Kho Jabing

STATEMENT: Grant clemency to Kho Jabing after Court of Appeal ruling

We are disappointed by the Court of Appeal’s decision to dismiss Kho Jabing’s motion to set aside his death sentence, but respect the Court’s decision on the matter.

We are of the view that there are compelling reasons for Kho Jabing to be granted clemency. Most importantly, two out of three judges who heard the prosecution’s appeal for the death sentence thought that Jabing did not deserve the death penalty. If we include the High Court judge who originally re-sentenced Jabing to life imprisonment with caning, a total of 3 judges agreed that the death sentence was not warranted in this case. In such situations, a wrongful execution is a real danger, and it is crucial that we err on the side of caution. The death sentence is, after all, final and irreversible.

The power to remedy this potential miscarriage of justice lies with the President, in accordance with Cabinet’s advice. We strongly urge both the President and the Cabinet to grant Kho Jabing clemency and substitute his death sentence with a sentence of life imprisonment.

2 thoughts on “STATEMENT: Grant clemency to Kho Jabing after Court of Appeal ruling”

  1. What potential for miscarrage of justice is there? This man together with his gang went on an armed robbery spree causing serious injuries and death to multiple victims. The only miscarrage of justice is that the others in his gang were spared.

    You human rights hippies talk so much about sparing this animals but who is going to pay for their up keep? How much taxes do you pay? Are you going to create a fund to pay for the upkeep of an inmate sentenced to life inprisoment? Executing them is both fast and efficient.

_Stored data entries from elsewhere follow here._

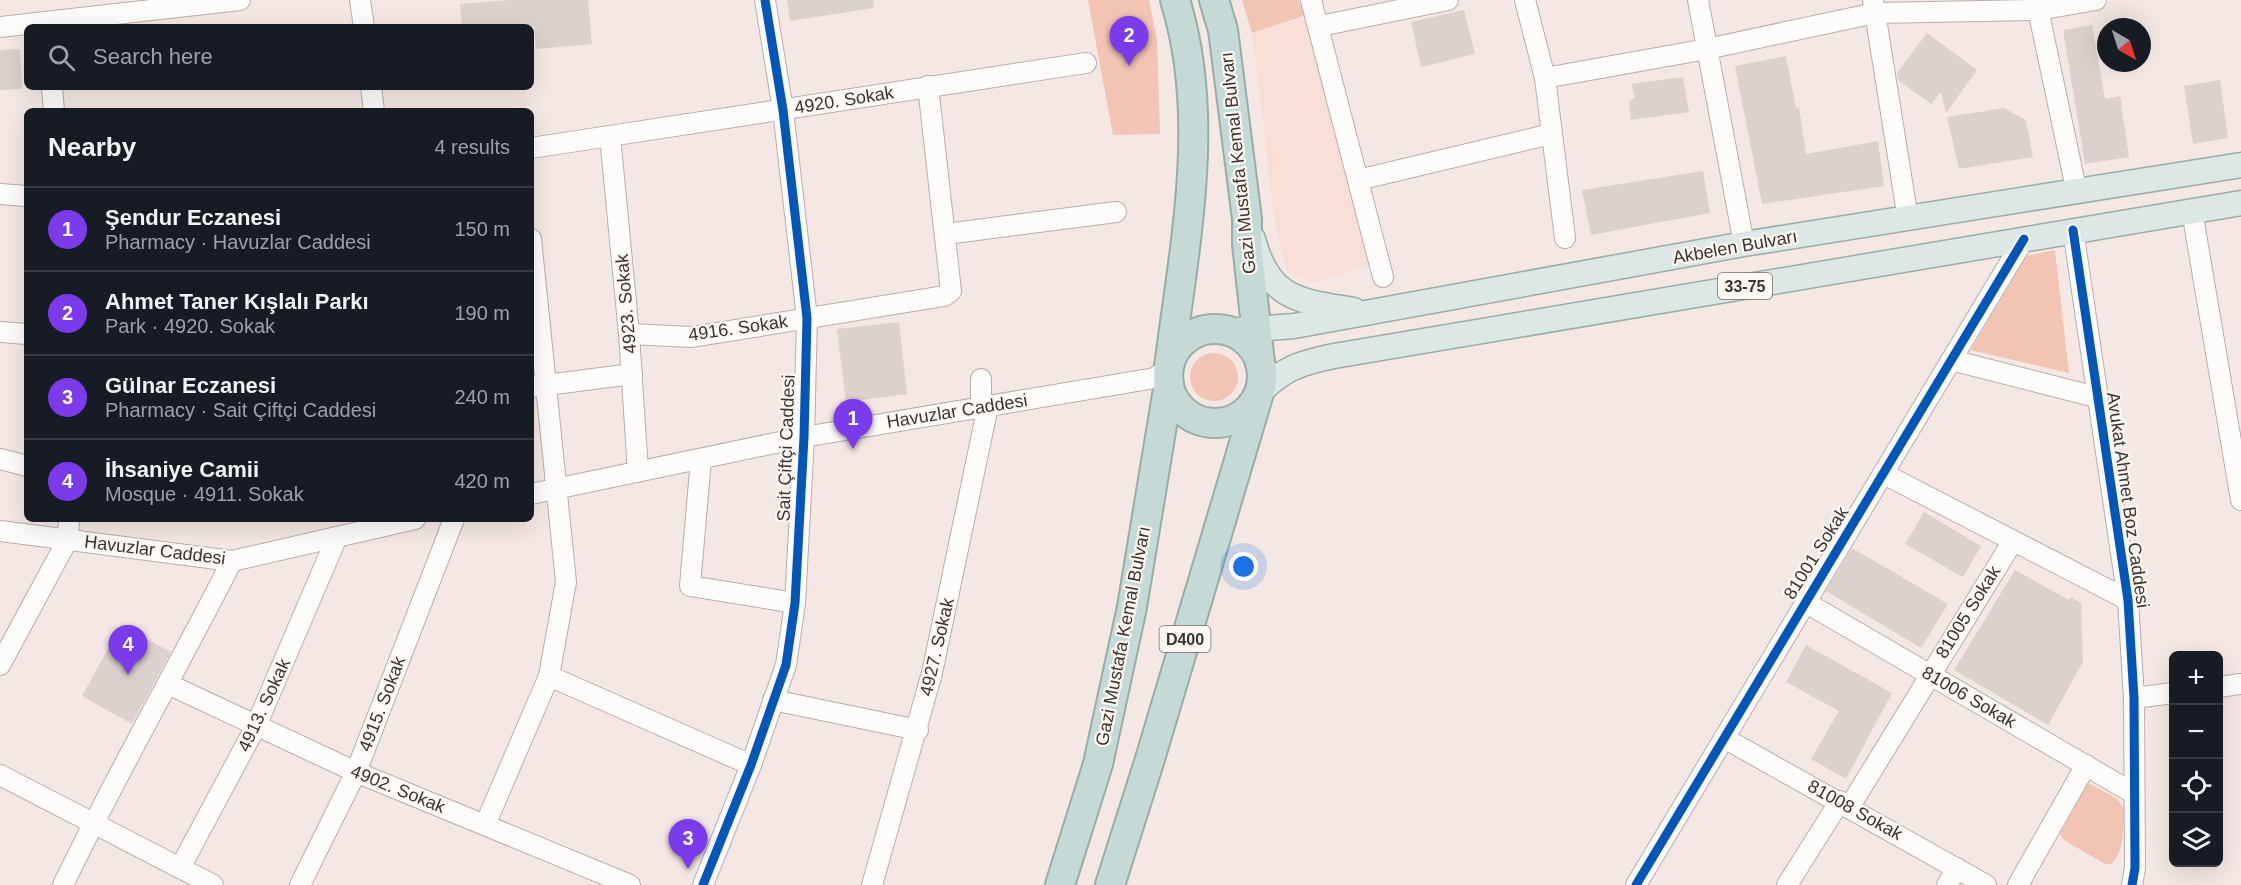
<!DOCTYPE html>
<html lang="en">
<head>
<meta charset="utf-8">
<style>
  :root { --surface:#171b24; --page:#20242c; --text:#f1f3f6; --muted:#9ea1a6; --line:#363941; --accent:#7c3aed }
  body { margin:0; font-family:Helvetica,sans-serif; background:var(--page); color:var(--text) }
  .controls { position:absolute; right:18px; bottom:18px; display:grid; overflow:hidden; border-radius:9px; box-shadow:0 6px 24px #0002 }
  .controls button { width:54px; height:54px; display:grid; place-items:center; padding:0; border:0; border-bottom:2px solid var(--line); background:var(--surface); color:var(--text); font:30px sans-serif }
  .compass { position:absolute; left:2097px; top:18px; width:54px; height:54px; border-radius:50%; background:var(--surface); box-shadow:0 6px 24px #0002; rotate:141deg }
  .you { position:absolute; left:1244px; top:567px; width:21px; height:21px; margin:-15px; border:4px solid #fff; border-radius:50%; background:#1a73e8; box-shadow:0 0 0 9px #1a73e833 }
  .badge { display:grid; place-items:center; width:39px; height:39px; border-radius:50%; background:var(--accent); color:#fff; font-size:20px; font-weight:700 }
  .pin { position:absolute; translate:-50% -50px; filter:drop-shadow(0 2px 3px #0008) }
  .pin::after { content:''; position:absolute; top:32px; width:21px; height:18px; background:inherit; clip-path:polygon(0 0,100% 0,50% 100%) }
  .list { margin:0; padding:0; list-style:none }
  h2 { display:flex; justify-content:space-between; align-items:center; height:78px; margin:0; padding:0 24px; font-size:26px }
  h2 small { font-size:20px; font-weight:400; color:var(--muted) }
  .list li { display:grid; grid-template-columns:39px 1fr auto; gap:18px; align-items:center; box-sizing:border-box; height:84px; padding:0 24px; border-top:2px solid var(--line) }
  .list b { display:block; font-size:22px; white-space:nowrap }
  .list p { margin:0; font-size:20px; white-space:nowrap; color:var(--muted) }
  .list em { font-size:20px; font-style:normal; color:var(--muted) }
  .icon { flex:none; width:33px; height:33px; fill:none; stroke:currentColor; stroke-width:2; stroke-linecap:round; stroke-linejoin:round }
  .map { position:relative; flex:none; width:2241px; height:885px; overflow:hidden }
  .search { position:absolute; background:var(--surface); box-shadow:0 6px 24px #0002; left:24px; top:24px; width:510px; height:66px; display:flex; align-items:center; gap:15px; box-sizing:border-box; padding:0 21px; border-radius:9px; color:var(--muted); font-size:22px }
  .panel { position:absolute; background:var(--surface); box-shadow:0 6px 24px #0002; left:24px; top:108px; width:510px; height:414px; border-radius:9px }
  .map>svg:first-child { display:block }
  .built { fill:#f8ded5 }
  .green { fill:#f2c4b3 }
  .building { fill:#ddd1cd }
  .lines { fill:none; stroke-linecap:round; stroke-linejoin:round }
  .minor-casing { stroke:#b8ada9; stroke-width:22 }
  .major-casing { stroke:#99aca5; stroke-width:27 }
  .highway-casing { stroke:#99aca5; stroke-width:32 }
  .minor { stroke:#fefcfb; stroke-width:20 }
  .major { stroke:#dce8e5; stroke-width:24 }
  .highway { stroke:#c5dad6; stroke-width:28 }
  .cycleway-casing { stroke:#fdf7f4; stroke-width:13 }
  .cycleway { stroke:#0057b8; stroke-width:9 }
  .labels { text-anchor:middle; dominant-baseline:central; stroke-width:4.5; stroke-linejoin:round; paint-order:stroke }
  .shield { fill:#fdf7f4; stroke:#776d69; stroke-width:1.5 }
  .shield-label { font-size:16px; font-weight:bold; fill:#3d322e }
  .street-label { font-size:18px; fill:#3d322e; stroke:#fdf7f4 }
</style>
</head>
<body>
<div class="map">
<svg width="2241" height="885" viewBox="0 0 2241 885">
  <rect width="100%" height="100%" fill="#f5e8e4"/>
  <path class="built" d="M1308 17 1370 265 1313 283 1287 272 1275 222 1252 33Z"/>
  <g class="green">
    <path d="M1088 0H1149L1157 39 1160 134 1113 135Z"/>
    <path d="M1242 0H1299L1304 16 1252 33Z"/>
    <path d="M2055 250 2069 373 1971 350 2026 256Z"/>
    <circle cx="1214" cy="377" r="24"/>
    <path d="M2088 783 2116 798 2124 808C2124 826 2124 850 2112 864H2105L2064 840 2060 834Z"/>
  </g>
  <g class="building">
    <path d="M511 0H588L592 44 536 49 534 27H462L460 4Z"/>
    <path d="M787 0H873L874 8 790 21Z"/>
    <path d="M1464 10 1475 54 1421 67 1411 22Z"/>
    <path d="M2092 25 2105 99 2120 96 2129 157 2085 164 2063 30Z"/>
    <path d="M1927 33 1977 70 1946 113 1941 92 1931 104 1898 80 1897 73Z"/>
    <path d="M20 49 22 89 0 90V50Z"/>
    <path d="M1786 56 1796 108 1799 107 1806 154 1878 141 1884 186 1762 204 1735 66Z"/>
    <path d="M1683 77 1689 112 1631 120 1629 103 1635 96 1631 84Z"/>
    <path d="M2220 80 2228 138 2193 144 2184 86Z"/>
    <path d="M2004 108 2026 120 2033 157 1959 169 1947 117Z"/>
    <path d="M1703 171 1710 213 1591 235 1582 190Z"/>
    <path d="M899 322 907 394 846 402 837 329Z"/>
    <path d="M1924 512 1981 546 1963 577 1905 544Z"/>
    <path d="M1852 548 1948 604 1921 648 1826 591Z"/>
    <path d="M2015 570 2069 600 2071 597 2081 603 2083 662 2048 725 1954 670Z"/>
    <path d="M121 625 171 652 132 724 82 696Z"/>
    <path d="M1806 645 1892 693 1846 779 1811 759 1839 711 1786 682Z"/>
  </g>
  <g class="lines">
    <g class="minor-casing">
      <g id="minor">
        <path d="M360 0 364 27"/>
        <path d="M1311 0 1383 277"/>
        <path d="M1525 0 1545 78 1565 238"/>
        <path d="M1698 0 1744 244"/>
        <path d="M1873 0 1908 219"/>
        <path d="M2036 0 2077 193"/>
        <path d="M1320 26 1448 0"/>
        <path d="M0 27 240 0"/>
        <path d="M1545 78 1707 49 1875 13 2038 10 2096 0"/>
        <path d="M52 87 54 111"/>
        <path d="M371 87 374 111"/>
        <path d="M610 136 629 334 638 472"/>
        <path d="M531 148 1086 63"/>
        <path d="M1358 180 1551 134"/>
        <path d="M0 194 27 196"/>
        <path d="M2192 211 2241 500"/>
        <path d="M2073 230 2128 600 2134 698 2135 868 2132 885"/>
        <path d="M946 234 1116 212"/>
        <path d="M0 332 27 334"/>
        <path d="M629 334 692 337 944 296 951 291 928 86"/>
        <path d="M1951 360 2096 397"/>
        <path d="M981 379V407"/>
        <path d="M531 387 632 374"/>
        <path d="M0 459 27 466"/>
        <path d="M701 459 690 586 795 603"/>
        <path d="M1884 474 2128 600"/>
        <path d="M531 494 804 437 1155 378 1169 367"/>
        <path d="M0 531 232 561 415 519"/>
        <path d="M1805 602 2133 793"/>
        <path d="M0 665 68 539 69 519"/>
        <path d="M549 676 751 765"/>
        <path d="M170 685 356 772 630 885"/>
        <path d="M2218 687 2241 684"/>
        <path d="M2134 698 2174 693"/>
        <path d="M773 700 918 730"/>
        <path d="M1724 738 1986 885"/>
        <path d="M0 775 213 885"/>
        <path d="M1850 806 2013 541"/>
        <path d="M485 825 549 676 566 582 531 239"/>
        <path d="M180 868 256 726 337 537"/>
        <path d="M63 885C116 775 177 669 232 561"/>
        <path d="M300 885 356 772 454 519"/>
        <path d="M703 885 751 765 786 665 795 603 804 437 807 318 783 110 765 0"/>
        <path d="M872 885 932 673 988 406"/>
        <path d="M1636 885 2024 239"/>
        <path d="M1787 885 1840 801"/>
        <path d="M1947 885 1957 868"/>
        <path d="M2018 885 2086 765"/>
      </g>
    </g>
    <g class="major-casing">
      <g id="major">
        <path d="M1253 239C1269 300 1299 301 1354 310"/>
        <path d="M1229 331 1294 326 1744 244 2241 165"/>
        <path d="M1259 393C1284 368 1300 363 1334 356L2241 203"/>
      </g>
    </g>
    <g class="highway-casing">
      <g id="highway">
        <path d="M1214 0 1223 30 1247 219V244L1260 363"/>
        <circle cx="1215" cy="376" r="47"/>
        <path d="M1169 367C1184 247 1212 118 1175 0"/>
        <path d="M1060 885 1098 764 1132 607 1169 383"/>
        <path d="M1110 885 1150 759 1259 393"/>
      </g>
    </g>
    <use href="#minor" class="minor"/>
    <use href="#major" class="major"/>
    <use href="#highway" class="highway"/>
    <g class="cycleway-casing">
      <g id="cycleway">
        <path d="M2073 230 2128 600 2134 698 2135 868 2132 885"/>
        <path d="M703 885 751 765 786 665 795 603 804 437 807 318 783 110 765 0"/>
        <path d="M1636 885 2024 239"/>
      </g>
    </g>
    <use href="#cycleway" class="cycleway"/>
  </g>
  <g class="labels">
    <g class="shield">
      <rect x="1718" y="273" width="54" height="26" rx="4.5"/>
      <rect x="1159.5" y="626" width="51" height="26" rx="4.5"/>
    </g>
    <g class="shield-label">
      <text x="1745" y="286">33-75</text>
      <text x="1185" y="639">D400</text>
    </g>
    <g class="street-label">
      <text transform="translate(844 100) rotate(-9)">4920. Sokak</text>
      <text transform="translate(1238 163) rotate(-96)">Gazi Mustafa Kemal Bulvarı</text>
      <text transform="translate(1735 247) rotate(-10)">Akbelen Bulvarı</text>
      <text transform="translate(626 304) rotate(-95)">4923. Sokak</text>
      <text transform="translate(738 328) rotate(-8)">4916. Sokak</text>
      <text transform="translate(957 411) rotate(-9)">Havuzlar Caddesi</text>
      <text transform="translate(786 448) rotate(-88)">Sait Çiftçi Caddesi</text>
      <text transform="translate(2128 500) rotate(82)">Avukat Ahmet Boz Caddesi</text>
      <text transform="translate(155 550) rotate(7)">Havuzlar Caddesi</text>
      <text transform="translate(1816 553) rotate(-58)">81001 Sokak</text>
      <text transform="translate(1968 612) rotate(-58)">81005 Sokak</text>
      <text transform="translate(1123 636) rotate(-79)">Gazi Mustafa Kemal Bulvarı</text>
      <text transform="translate(937 647) rotate(-77)">4927. Sokak</text>
      <text transform="translate(1969 697) rotate(30)">81006 Sokak</text>
      <text transform="translate(382 704) rotate(-69)">4915. Sokak</text>
      <text transform="translate(264 705) rotate(-65)">4913. Sokak</text>
      <text transform="translate(398 789) rotate(22)">4902. Sokak</text>
      <text transform="translate(1855 810) rotate(29)">81008 Sokak</text>
    </g>
  </g>
</svg>
<div class="controls">
<button>+</button>
<button>−</button>
<button><svg class="icon" aria-label="locate" viewBox="0 0 24 24"><circle cx="12" cy="12" r="6"/><path d="M12 2v4M12 18v4M2 12h4M18 12h4"/></svg></button>
<button><svg class="icon" aria-label="layers" viewBox="0 0 24 24"><path d="M12 4l9 5-9 5-9-5zM3 14l9 5 9-5"/></svg></button>
</div>
<svg class="compass" viewBox="-18 -18 36 36"><path d="M0-13l5 13h-10z" fill="#e53935"/><path d="M0 13l5-13h-10z" fill="#9ea1a6"/></svg>
<div class="you"></div>
<div class="pin badge" style="left:853px;top:449px">1</div>
<div class="pin badge" style="left:1129px;top:66px">2</div>
<div class="pin badge" style="left:688px;top:869px">3</div>
<div class="pin badge" style="left:128px;top:675px">4</div>
<div class="search"><svg class="icon" aria-label="search" viewBox="0 0 24 24"><circle cx="10" cy="10" r="6"/><path d="M15 15l6 6"/></svg>Search here</div>
<section class="panel">
<h2>Nearby<small>4 results</small></h2>
<ul class="list">
<li><span class="badge">1</span><div><b>Şendur Eczanesi</b><p>Pharmacy · Havuzlar Caddesi</p></div><em>150 m</em></li>
<li><span class="badge">2</span><div><b>Ahmet Taner Kışlalı Parkı</b><p>Park · 4920. Sokak</p></div><em>190 m</em></li>
<li><span class="badge">3</span><div><b>Gülnar Eczanesi</b><p>Pharmacy · Sait Çiftçi Caddesi</p></div><em>240 m</em></li>
<li><span class="badge">4</span><div><b>İhsaniye Camii</b><p>Mosque · 4911. Sokak</p></div><em>420 m</em></li>
</ul>
</section>
</div>
</body>
</html>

    Not to mention that the “human rights” you expouse are neither universal nor recognised in singapore. They are the west’s interpretation of how humans should be treated which is vastly different from how asian societies perceive the community’s rights to be above that of the individual. The assertion that human life is valuable and precious is both illogical and being wilfully ignorant. Global human population continues to grow and while there is a shortage of top talent, there is an abundance of low grade labour. The human race’s progress will not be impeded in anyway with one less criminal among the living. Any one who has done a days work must notice that humans are not created equally and to deem that all humans are valuable irregardless of contribution is just patently false.

    For the longest while the left has attempted to take political space and it is imperitive that those who are opposed must voice their opposition to their insidious attempts to rewrite our social norms.

    1. The potential for miscarriage of justice in apparent in the fact that three judges (one in the High Court and two in the Court of Appeal) had felt that the death penalty was not the appropriate punishment in this case. If three learned judges disagree, can we say for sure that there is no doubt?

      We do not oppose the death penalty because we want to ape the West. Nor do we agree with your assertion that certain rights are not recognised in Singapore. We believe that all societies are capable of examining the evidence and moral arguments and deciding on what’s right, and our aim is to be able to educate and persuade Singaporeans that the death penalty has no place in a developed, civilised legal system.

      We do not believe that the death penalty serves any purpose in crime reduction or keeping people safe – surely that should be our first concern when thinking about criminal justice? Capital punishment is currently used as an easy way out, without holistically considering the issues of crime and punishment and how we can best prevent offences from being committed.